Around 1:00 p.m. last Sunday, with the sun blazing from its highest point, the first cyclists began to arrive — tired but with a smile of satisfaction after pedaling hard up the steep hill before reaching the forest entrance. It didn't take long for hundreds of cyclists to gather, taking the opportunity to decorate their bikes with Panul banners and signs referencing protection of the forest.
Cyclists came from all over Santiago that day to support the bike ride, with notable participation from riders from Quilicura, Buin, Santiago Centro, and Maipú, who crossed the entire city by bike to show their support for the protection of the forest and the collective creation of the community park.

At 3:00 p.m., with everything ready, the great column of bicycles descended the steep Av. Rojas Magallanes, then turned onto Av.

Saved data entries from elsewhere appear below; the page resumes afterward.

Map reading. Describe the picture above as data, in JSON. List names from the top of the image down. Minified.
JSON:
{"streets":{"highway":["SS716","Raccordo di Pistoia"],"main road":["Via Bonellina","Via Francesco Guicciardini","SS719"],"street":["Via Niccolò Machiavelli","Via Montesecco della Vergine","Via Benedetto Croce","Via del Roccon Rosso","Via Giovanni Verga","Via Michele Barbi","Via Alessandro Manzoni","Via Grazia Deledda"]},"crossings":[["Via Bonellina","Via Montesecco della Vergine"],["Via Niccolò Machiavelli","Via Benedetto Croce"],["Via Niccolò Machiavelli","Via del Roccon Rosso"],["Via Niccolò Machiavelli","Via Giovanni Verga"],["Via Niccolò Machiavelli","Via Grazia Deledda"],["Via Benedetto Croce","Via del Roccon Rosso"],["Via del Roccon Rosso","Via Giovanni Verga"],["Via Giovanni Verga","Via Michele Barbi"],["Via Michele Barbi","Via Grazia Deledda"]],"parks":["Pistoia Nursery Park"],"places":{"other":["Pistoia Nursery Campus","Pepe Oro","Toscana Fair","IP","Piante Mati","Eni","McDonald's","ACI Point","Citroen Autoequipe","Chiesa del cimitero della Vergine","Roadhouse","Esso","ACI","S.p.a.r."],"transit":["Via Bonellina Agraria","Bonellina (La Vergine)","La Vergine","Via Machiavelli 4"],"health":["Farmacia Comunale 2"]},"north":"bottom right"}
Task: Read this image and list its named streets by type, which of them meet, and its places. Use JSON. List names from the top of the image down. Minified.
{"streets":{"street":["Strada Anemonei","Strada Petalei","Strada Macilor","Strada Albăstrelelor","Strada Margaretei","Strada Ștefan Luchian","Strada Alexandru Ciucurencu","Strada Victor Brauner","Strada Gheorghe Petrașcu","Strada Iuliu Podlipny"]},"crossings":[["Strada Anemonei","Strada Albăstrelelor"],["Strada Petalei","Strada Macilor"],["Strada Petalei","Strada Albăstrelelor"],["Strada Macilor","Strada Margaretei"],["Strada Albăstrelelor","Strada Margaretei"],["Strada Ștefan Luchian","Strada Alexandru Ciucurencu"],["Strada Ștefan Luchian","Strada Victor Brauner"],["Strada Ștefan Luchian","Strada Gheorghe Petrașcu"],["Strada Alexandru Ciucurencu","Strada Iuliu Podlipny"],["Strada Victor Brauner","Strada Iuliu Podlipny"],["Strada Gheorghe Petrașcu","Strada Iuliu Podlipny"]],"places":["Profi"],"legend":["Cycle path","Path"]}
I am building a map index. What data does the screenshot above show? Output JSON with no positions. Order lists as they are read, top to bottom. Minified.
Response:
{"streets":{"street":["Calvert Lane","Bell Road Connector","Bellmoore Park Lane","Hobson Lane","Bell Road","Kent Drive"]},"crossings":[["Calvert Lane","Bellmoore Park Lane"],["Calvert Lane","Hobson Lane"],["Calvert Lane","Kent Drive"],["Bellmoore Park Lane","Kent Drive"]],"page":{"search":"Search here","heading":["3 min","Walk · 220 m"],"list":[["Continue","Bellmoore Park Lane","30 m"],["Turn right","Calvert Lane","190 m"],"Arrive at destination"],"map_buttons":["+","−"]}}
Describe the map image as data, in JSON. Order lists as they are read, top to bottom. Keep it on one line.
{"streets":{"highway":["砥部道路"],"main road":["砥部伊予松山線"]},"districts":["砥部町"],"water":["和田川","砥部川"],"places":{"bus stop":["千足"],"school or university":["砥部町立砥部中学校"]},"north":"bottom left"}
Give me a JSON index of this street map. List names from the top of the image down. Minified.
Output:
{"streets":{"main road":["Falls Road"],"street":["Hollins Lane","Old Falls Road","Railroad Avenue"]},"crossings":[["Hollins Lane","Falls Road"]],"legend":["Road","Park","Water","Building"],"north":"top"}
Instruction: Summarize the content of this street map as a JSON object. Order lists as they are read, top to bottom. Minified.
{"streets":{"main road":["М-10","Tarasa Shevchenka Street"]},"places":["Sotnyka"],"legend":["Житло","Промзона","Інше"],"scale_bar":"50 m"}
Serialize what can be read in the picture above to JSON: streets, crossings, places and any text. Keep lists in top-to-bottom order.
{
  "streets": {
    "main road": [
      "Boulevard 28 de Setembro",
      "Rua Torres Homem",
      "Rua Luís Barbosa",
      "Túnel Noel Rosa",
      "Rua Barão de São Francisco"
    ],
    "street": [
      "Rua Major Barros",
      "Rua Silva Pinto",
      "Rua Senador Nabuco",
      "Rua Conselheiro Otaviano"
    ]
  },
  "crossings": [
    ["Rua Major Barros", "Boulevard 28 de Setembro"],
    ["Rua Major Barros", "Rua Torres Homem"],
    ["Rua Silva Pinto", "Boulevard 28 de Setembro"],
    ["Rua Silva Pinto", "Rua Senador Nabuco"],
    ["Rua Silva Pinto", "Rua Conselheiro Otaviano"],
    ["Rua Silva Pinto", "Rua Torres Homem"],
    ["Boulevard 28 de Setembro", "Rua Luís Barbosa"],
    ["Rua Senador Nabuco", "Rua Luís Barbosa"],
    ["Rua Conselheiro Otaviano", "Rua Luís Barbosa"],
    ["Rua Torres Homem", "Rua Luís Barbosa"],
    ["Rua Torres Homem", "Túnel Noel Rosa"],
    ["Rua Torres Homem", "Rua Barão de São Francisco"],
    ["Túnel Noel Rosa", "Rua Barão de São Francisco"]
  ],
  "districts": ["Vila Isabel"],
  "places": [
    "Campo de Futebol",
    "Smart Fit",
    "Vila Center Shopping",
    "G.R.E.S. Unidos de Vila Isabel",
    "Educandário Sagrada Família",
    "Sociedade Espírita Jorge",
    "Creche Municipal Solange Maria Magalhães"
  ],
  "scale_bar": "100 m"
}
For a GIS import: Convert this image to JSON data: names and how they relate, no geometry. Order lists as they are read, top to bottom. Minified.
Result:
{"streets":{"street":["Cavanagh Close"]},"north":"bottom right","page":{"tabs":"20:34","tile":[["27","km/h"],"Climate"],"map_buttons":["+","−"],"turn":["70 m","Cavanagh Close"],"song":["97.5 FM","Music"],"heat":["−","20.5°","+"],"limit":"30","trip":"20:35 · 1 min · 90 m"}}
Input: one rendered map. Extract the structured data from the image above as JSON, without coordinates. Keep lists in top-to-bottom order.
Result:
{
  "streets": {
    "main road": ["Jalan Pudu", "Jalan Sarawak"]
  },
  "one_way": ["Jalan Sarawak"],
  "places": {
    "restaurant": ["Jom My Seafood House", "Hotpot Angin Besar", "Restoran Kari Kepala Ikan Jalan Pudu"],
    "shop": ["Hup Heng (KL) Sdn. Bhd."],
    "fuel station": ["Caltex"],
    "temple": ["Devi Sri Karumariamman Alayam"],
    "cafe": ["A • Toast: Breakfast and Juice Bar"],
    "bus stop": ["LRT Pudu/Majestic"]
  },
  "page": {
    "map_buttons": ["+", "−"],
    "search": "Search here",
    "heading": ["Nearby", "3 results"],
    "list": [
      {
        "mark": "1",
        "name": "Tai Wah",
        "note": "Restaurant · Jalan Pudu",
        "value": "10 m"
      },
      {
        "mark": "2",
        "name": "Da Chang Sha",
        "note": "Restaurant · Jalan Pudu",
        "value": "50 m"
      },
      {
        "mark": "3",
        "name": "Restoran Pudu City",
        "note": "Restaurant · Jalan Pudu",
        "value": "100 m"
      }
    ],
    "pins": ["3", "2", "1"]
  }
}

La Florida and finally Walker Martínez in the direction of La Florida's municipality.
The great caravan filled the doors of the municipality and delivered a clear message to the authorities, hanging hundreds of signs and posters on the municipality's doors referring to the protection of the forest and the creation of the community park. There were also messages alluding to the municipality's poor environmental management — its willingness to pave the way for concrete and the real estate business at the expense of green areas and the quality of life of La Florida's residents.

Why did they ride?
For more than 10 years, La Florida's residents have come together to save and defend Santiago's last native forest from the real estate threat. Today, Panul is increasingly close to disappearing — it remains private land and no authority has given it definitive protection. For its part, the real estate business has turned the city into a desolate place full of concrete, with diminished vegetation and few possibilities for efficient transportation alternatives to the car. Consequently, there is only one solution: rethink the city by conserving what we have left and transforming what exists for the benefit of everyone.
The Forest of Santiago
For a long time, Bosque Panul has been more than just a forest in La Florida's precordillera. It has established itself as an important green lung that benefits the inhabitants of all Santiago. This was reflected last Sunday when bike rides spontaneously formed from Maipú, Quilicura, Plaza Italia, and Puente Alto, drawing cyclists from across the capital to the Andean foothills of La Florida, joined by riders from Buin, Melipilla, and many other areas who came on their own initiative, with the conviction of defending this important forest. Panul not only helps clean the polluted air of the Santiago basin, but also regulates its temperature and retains rainwater, preventing further flooding in the city's impermeable streets. Additionally, the forest is increasingly consolidating itself as a place for contemplation, sport, and recreation.
Thus, Bosque Panul has become the most important forest in Santiago, known and visited by people from many parts of the city, who join the demand for expropriation and for management of a park from and with the community.